Top of Dataset records

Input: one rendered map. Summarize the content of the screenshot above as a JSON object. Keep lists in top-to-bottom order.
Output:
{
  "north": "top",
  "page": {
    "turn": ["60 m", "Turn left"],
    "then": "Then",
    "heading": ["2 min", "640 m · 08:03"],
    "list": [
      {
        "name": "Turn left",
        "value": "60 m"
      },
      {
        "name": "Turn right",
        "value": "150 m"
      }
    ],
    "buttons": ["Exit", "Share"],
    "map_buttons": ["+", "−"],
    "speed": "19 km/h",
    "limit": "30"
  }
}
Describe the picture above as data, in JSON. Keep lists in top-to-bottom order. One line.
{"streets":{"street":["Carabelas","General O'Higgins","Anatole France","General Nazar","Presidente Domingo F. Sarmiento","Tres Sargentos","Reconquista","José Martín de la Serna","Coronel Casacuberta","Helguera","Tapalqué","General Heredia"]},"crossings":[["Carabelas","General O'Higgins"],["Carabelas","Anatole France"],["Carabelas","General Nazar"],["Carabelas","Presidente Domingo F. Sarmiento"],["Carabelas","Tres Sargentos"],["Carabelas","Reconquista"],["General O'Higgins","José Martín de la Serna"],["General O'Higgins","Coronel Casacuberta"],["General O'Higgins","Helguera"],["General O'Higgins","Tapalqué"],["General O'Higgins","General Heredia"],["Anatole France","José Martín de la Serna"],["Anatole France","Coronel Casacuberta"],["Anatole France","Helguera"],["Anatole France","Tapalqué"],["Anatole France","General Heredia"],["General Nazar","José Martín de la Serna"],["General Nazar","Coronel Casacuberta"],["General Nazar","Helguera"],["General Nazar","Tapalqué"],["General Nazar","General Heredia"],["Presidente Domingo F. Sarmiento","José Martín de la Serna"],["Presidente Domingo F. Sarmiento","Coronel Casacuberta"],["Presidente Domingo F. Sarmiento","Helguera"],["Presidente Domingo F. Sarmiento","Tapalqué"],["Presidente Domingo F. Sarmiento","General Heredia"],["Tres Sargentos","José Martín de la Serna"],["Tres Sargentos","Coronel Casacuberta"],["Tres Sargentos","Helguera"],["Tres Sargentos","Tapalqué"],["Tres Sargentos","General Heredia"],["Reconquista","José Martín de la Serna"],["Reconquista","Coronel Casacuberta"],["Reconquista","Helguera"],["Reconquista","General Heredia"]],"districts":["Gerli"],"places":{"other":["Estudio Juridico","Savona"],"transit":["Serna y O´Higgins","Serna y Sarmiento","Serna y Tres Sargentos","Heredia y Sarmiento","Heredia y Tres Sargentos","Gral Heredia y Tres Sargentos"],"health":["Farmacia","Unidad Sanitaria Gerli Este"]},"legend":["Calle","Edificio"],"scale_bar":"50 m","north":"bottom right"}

Bottom of Dataset records

◆ Action item
Each line of the material above should be restated word for word.

◆ Result of the exercise
Input: one rendered map. Summarize the content of the screenshot above as a JSON object. Keep lists in top-to-bottom order.
Output:
{
  "north": "top",
  "page": {
    "turn": ["60 m", "Turn left"],
    "then": "Then",
    "heading": ["2 min", "640 m · 08:03"],
    "list": [
      {
        "name": "Turn left",
        "value": "60 m"
      },
      {
        "name": "Turn right",
        "value": "150 m"
      }
    ],
    "buttons": ["Exit", "Share"],
    "map_buttons": ["+", "−"],
    "speed": "19 km/h",
    "limit": "30"
  }
}
Describe the picture above as data, in JSON. Keep lists in top-to-bottom order. One line.
{"streets":{"street":["Carabelas","General O'Higgins","Anatole France","General Nazar","Presidente Domingo F. Sarmiento","Tres Sargentos","Reconquista","José Martín de la Serna","Coronel Casacuberta","Helguera","Tapalqué","General Heredia"]},"crossings":[["Carabelas","General O'Higgins"],["Carabelas","Anatole France"],["Carabelas","General Nazar"],["Carabelas","Presidente Domingo F. Sarmiento"],["Carabelas","Tres Sargentos"],["Carabelas","Reconquista"],["General O'Higgins","José Martín de la Serna"],["General O'Higgins","Coronel Casacuberta"],["General O'Higgins","Helguera"],["General O'Higgins","Tapalqué"],["General O'Higgins","General Heredia"],["Anatole France","José Martín de la Serna"],["Anatole France","Coronel Casacuberta"],["Anatole France","Helguera"],["Anatole France","Tapalqué"],["Anatole France","General Heredia"],["General Nazar","José Martín de la Serna"],["General Nazar","Coronel Casacuberta"],["General Nazar","Helguera"],["General Nazar","Tapalqué"],["General Nazar","General Heredia"],["Presidente Domingo F. Sarmiento","José Martín de la Serna"],["Presidente Domingo F. Sarmiento","Coronel Casacuberta"],["Presidente Domingo F. Sarmiento","Helguera"],["Presidente Domingo F. Sarmiento","Tapalqué"],["Presidente Domingo F. Sarmiento","General Heredia"],["Tres Sargentos","José Martín de la Serna"],["Tres Sargentos","Coronel Casacuberta"],["Tres Sargentos","Helguera"],["Tres Sargentos","Tapalqué"],["Tres Sargentos","General Heredia"],["Reconquista","José Martín de la Serna"],["Reconquista","Coronel Casacuberta"],["Reconquista","Helguera"],["Reconquista","General Heredia"]],"districts":["Gerli"],"places":{"other":["Estudio Juridico","Savona"],"transit":["Serna y O´Higgins","Serna y Sarmiento","Serna y Tres Sargentos","Heredia y Sarmiento","Heredia y Tres Sargentos","Gral Heredia y Tres Sargentos"],"health":["Farmacia","Unidad Sanitaria Gerli Este"]},"legend":["Calle","Edificio"],"scale_bar":"50 m","north":"bottom right"}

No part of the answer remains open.